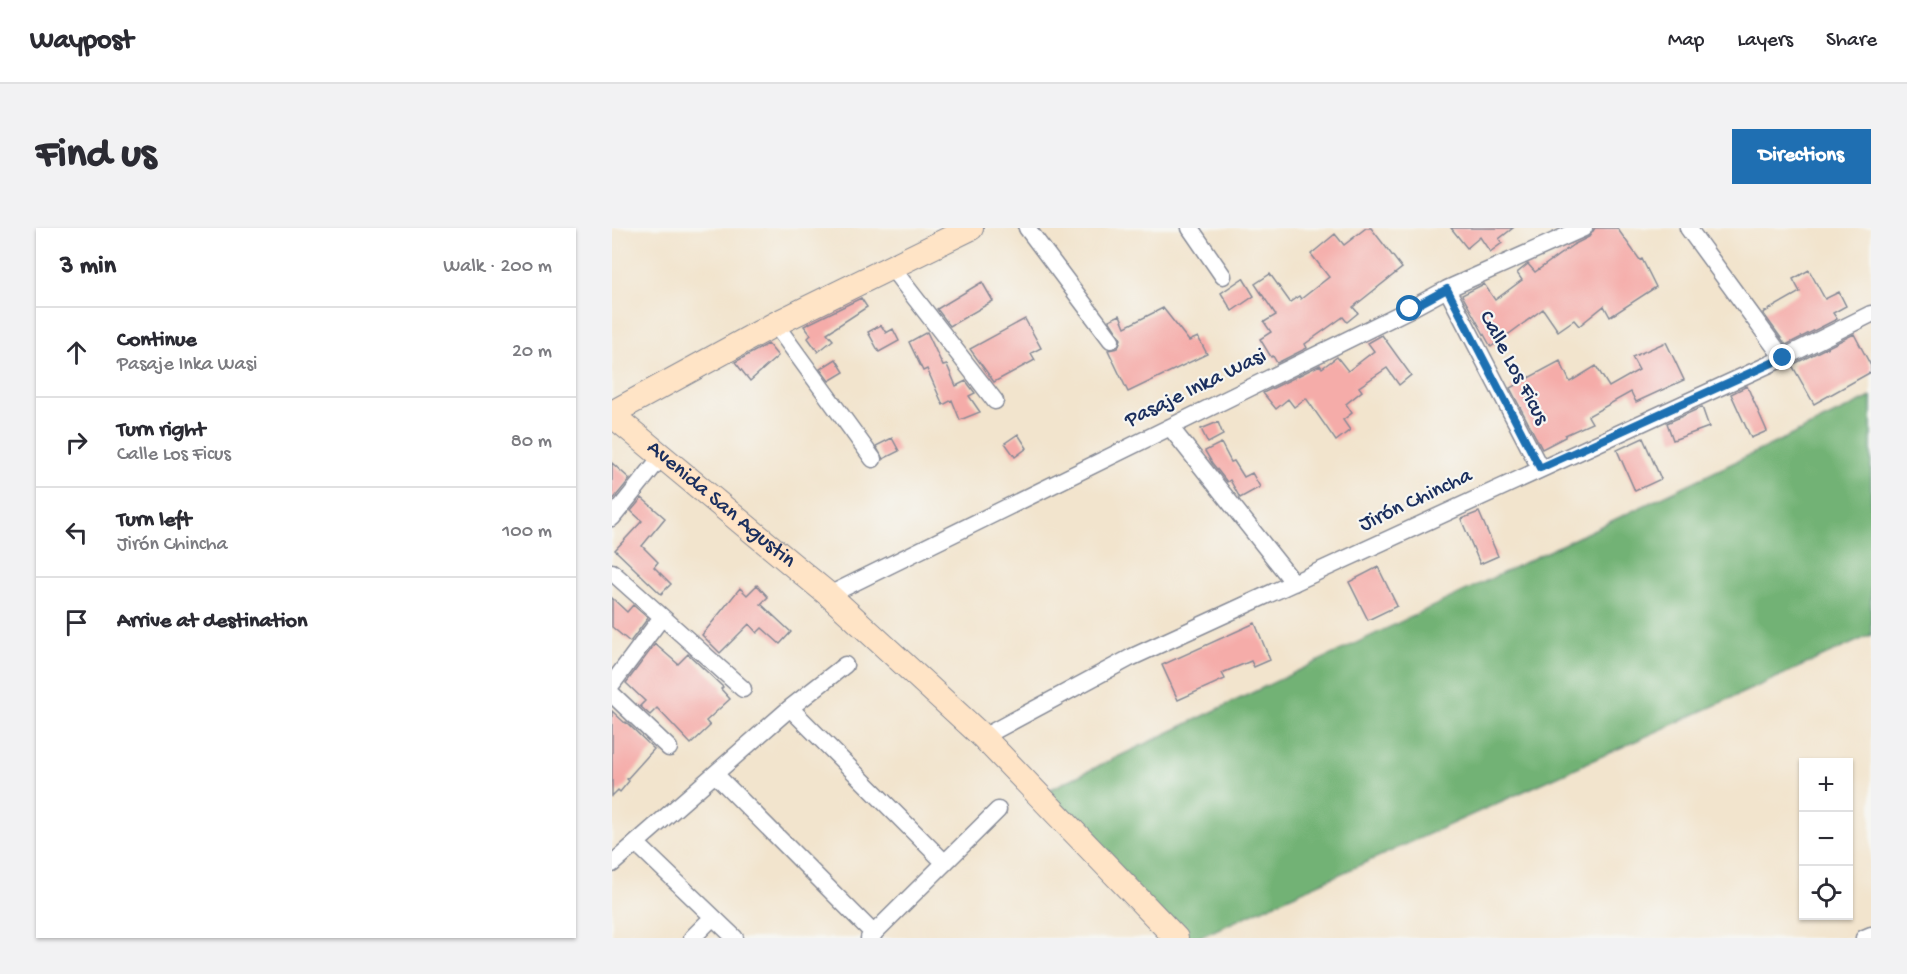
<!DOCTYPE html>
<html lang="en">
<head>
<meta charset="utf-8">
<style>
  body { margin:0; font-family:"Gochi Hand",sans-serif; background:#f2f2f3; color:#2b2b33 }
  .controls { position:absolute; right:18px; bottom:18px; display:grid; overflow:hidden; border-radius:0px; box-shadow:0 2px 4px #0004 }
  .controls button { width:54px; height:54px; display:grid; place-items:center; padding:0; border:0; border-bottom:2px solid #e1e1e2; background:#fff; color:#2b2b33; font:30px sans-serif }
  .stop { position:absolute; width:18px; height:18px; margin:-14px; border:4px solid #1f6fb2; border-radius:50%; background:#fff }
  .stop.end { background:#1f6fb2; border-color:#fff; box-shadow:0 2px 6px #0008 }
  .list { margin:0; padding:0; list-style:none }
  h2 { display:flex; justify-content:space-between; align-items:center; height:78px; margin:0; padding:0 24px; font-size:26px }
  h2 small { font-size:20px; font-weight:400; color:#7c7c81 }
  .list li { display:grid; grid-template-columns:39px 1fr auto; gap:18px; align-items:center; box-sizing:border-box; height:90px; padding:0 24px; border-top:2px solid #e1e1e2 }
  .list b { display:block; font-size:22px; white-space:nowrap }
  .list p { margin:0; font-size:20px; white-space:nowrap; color:#7c7c81 }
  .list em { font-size:20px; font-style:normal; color:#7c7c81 }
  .icon { flex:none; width:33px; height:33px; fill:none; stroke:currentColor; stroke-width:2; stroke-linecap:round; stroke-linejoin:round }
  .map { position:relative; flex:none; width:1259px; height:710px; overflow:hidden; border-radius:0px }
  header { display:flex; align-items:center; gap:36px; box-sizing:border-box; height:84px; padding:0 30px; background:#fff; border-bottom:2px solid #e1e1e2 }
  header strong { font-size:28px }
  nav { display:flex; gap:33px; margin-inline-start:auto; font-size:21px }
  .intro { display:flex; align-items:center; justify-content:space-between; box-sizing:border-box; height:144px; padding:0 36px }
  h1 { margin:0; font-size:42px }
  .button { padding:15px 27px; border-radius:0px; background:#1f6fb2; color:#fff; font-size:21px; font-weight:700 }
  main { display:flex; gap:36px; padding:0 36px }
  aside { flex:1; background:#fff; border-radius:0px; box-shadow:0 2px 4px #0004 }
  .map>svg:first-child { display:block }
  .forest { fill:#72b274; stroke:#467069; stroke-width:1.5 }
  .building { fill:#f5aca9 }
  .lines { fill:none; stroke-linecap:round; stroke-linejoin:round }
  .street-casing { stroke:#868a96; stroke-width:19 }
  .secondary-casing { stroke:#868a96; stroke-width:26 }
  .street { stroke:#fff; stroke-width:16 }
  .secondary { stroke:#ffe4c6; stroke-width:24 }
  .route { stroke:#1f6fb2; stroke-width:8 }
  .labels { text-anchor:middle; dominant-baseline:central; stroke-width:4.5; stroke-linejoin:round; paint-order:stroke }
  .street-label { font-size:22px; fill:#1b2f5e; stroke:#f6f6f2 }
</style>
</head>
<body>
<header>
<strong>Waypost</strong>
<nav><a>Map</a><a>Layers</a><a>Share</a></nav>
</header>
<div class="intro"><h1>Find us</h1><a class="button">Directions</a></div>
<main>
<aside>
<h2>3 min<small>Walk · 200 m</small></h2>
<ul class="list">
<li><svg class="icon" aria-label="ahead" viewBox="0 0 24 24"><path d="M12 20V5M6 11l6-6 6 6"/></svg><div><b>Continue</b><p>Pasaje Inka Wasi</p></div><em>20 m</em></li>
<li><svg class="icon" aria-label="right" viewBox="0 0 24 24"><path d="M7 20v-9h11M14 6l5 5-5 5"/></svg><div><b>Turn right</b><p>Calle Los Ficus</p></div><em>80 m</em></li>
<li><svg class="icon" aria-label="left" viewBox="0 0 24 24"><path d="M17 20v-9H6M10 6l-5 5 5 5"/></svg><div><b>Turn left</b><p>Jirón Chincha</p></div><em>100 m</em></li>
<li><svg class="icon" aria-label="arrive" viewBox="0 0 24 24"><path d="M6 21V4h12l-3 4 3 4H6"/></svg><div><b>Arrive at destination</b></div></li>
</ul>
</aside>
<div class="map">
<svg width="1259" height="710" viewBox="0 0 1259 710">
  <rect width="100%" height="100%" fill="#f6f6f2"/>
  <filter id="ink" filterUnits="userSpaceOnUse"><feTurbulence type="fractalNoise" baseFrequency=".0167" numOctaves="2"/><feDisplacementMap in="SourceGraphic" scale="12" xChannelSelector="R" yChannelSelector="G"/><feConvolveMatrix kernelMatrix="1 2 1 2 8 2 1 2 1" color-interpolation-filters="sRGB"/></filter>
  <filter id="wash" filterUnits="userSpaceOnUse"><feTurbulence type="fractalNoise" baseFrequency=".008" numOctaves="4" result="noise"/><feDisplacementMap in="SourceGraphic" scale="24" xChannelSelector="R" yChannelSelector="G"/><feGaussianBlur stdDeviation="1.35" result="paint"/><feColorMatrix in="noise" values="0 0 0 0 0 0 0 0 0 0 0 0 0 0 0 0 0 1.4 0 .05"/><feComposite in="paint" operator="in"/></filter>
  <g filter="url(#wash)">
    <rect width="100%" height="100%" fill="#f2e4cd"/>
    <!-- forest -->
    <path class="forest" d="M1259,169V407L586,710H565L426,567Z"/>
    <g id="blocks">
      <!-- building -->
      <path class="building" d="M754,0H759L790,40L741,79L746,85L735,94L731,89L693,116L695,120L665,135L661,128L659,129L648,111L659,104L652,94L664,87L643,56L658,46L678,74L687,68L689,71L717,49L699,26L723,6L732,17Z
        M839,0H901L887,11L890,15L878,24L868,9L855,20Z
        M983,0H1005L1028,32L1030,31L1044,59L998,89L992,78L967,98L962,92L946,103L931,81L879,119L850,67L872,56L883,72L910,52L905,45L916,36L923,44L961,17L977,9Z
        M1197,42L1213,71L1227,64L1234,78L1221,85L1225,91L1174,117L1151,85L1188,64L1181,51Z
        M631,50L642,68L620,83L609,65Z
        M370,54L381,73L338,98L325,81Z
        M249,70L255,79L215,105L221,112L206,124L196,110L199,107L192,98Z
        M551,80L577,113L586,109L595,126L516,164L496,122L506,120L509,111L497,92L508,87L513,99Z
        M413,91L429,120L419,125L423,132L382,154L358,121Z
        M269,97L274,105L281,101L287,113L267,124L256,104Z
        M315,104L331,138L335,137L344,158L354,153L363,165L357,168L368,184L348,192L340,172L331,177L315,141L311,143L297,114Z
        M1242,106L1259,138V144L1202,176L1180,137Z
        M770,107L799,147L787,157L775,140L747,159L750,163L734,176L740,185L731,192L738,202L724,213L694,170L682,179L676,171L664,181L651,165L708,137L710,140L725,129L736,143L762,123L756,115Z
        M1054,114L1072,152L1024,174L1019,164L976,188L980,195L953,207V209L930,221L898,160L948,133L958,154L984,138L997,159L1027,142L1020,129Z
        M156,116L166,128L138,153L123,134Z
        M224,131L232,144L217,153L208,141Z
        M1135,158L1155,203L1139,210L1119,166Z
        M1090,179L1097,199L1061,212L1055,195Z
        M606,194L611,207L596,215L589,201Z
        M406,206L415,220L403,229L393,215Z
        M280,210L287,223L271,231L264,218Z
        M1031,210L1049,251L1023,263L1005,222Z
        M609,215L619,234L622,233L632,249L640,245L648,259L628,270L618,252L615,254L600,235L593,223Z
        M0,235L18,251L0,273Z
        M30,270L53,290L30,318L46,334L42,339L59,356L49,366L3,322L30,293L19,283Z
        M867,284L886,328L868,336L849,291Z
        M766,339L785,378L756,392L737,354Z
        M145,357L156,369L149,376L179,404L168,416L150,400L145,405L137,396L108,425L90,407L128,360L135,367Z
        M0,370L15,384L21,377L36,390L18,414L0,399Z
        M643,395L658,432L642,439L639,433L610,445L613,451L566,472L550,437Z
        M43,416L66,436L76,426L111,459L109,461L118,471L94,493L98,498L79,516L45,480L38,487L28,478L33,473L14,455Z
        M0,483L13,495L14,494L42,521L15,551L17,553L8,564L6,562L0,568Z"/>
    </g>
  </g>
  <g filter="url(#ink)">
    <use href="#blocks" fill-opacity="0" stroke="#868a96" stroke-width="1.5"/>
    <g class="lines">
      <!-- street casing -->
      <g class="street-casing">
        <path id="street" d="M415,0L499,112
          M578,0L611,48
          M1076,0L1171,130
          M279,39L383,173
          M835,61L928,240
          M163,96L261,231
          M558,199L682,355
          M0,290L50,228
          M0,344L131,461
          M217,367L798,81L835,61L972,0
          M0,456L50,389
          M0,466L57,520
          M178,480L333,635
          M371,509L518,430L1171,130L1259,86
          M103,546L262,706
          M24,615L123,710
          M0,636L178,480L233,437
          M80,710L101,689
          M257,710L386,582
          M1252,710L1259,707"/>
      </g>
      <!-- secondary casing -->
      <g class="secondary-casing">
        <g id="secondary">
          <path d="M0,185L163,96L359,0"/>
          <path id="s1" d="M0,187L217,367L371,509L564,710"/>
        </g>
      </g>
      <!-- street -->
      <use href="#street" class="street"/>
      <!-- secondary -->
      <use href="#secondary" class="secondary"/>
    </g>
  </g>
  <g class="lines" filter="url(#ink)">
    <!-- route -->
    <path class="route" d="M798,81L835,61L928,240L1171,130"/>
  </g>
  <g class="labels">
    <!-- street labels -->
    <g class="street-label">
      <text transform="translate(901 140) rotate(62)">Calle Los Ficus</text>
      <text transform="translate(584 161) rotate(-26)">Pasaje Inka Wasi</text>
      <text transform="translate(804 273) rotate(-25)">Jirón Chincha</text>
      <text stroke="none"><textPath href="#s1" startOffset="141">Avenida San Agustin</textPath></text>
    </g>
  </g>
</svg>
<div class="controls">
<button>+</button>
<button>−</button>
<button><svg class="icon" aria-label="locate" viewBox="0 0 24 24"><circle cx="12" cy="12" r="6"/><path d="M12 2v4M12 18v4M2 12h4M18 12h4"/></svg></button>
</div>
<div class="stop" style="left:798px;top:81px"></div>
<div class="stop end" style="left:1171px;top:130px"></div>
</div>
</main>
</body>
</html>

**TASK REQUIREMENTS**:
Copy out, from the records above, every line that holds the string "list".

**YOUR SOLUTION**:
  .list { margin:0; padding:0; list-style:none }
  .list li { display:grid; grid-template-columns:39px 1fr auto; gap:18px; align-items:center; box-sizing:border-box; height:90px; padding:0 24px; border-top:2px solid #e1e1e2 }
  .list b { display:block; font-size:22px; white-space:nowrap }
  .list p { margin:0; font-size:20px; white-space:nowrap; color:#7c7c81 }
  .list em { font-size:20px; font-style:normal; color:#7c7c81 }
<ul class="list">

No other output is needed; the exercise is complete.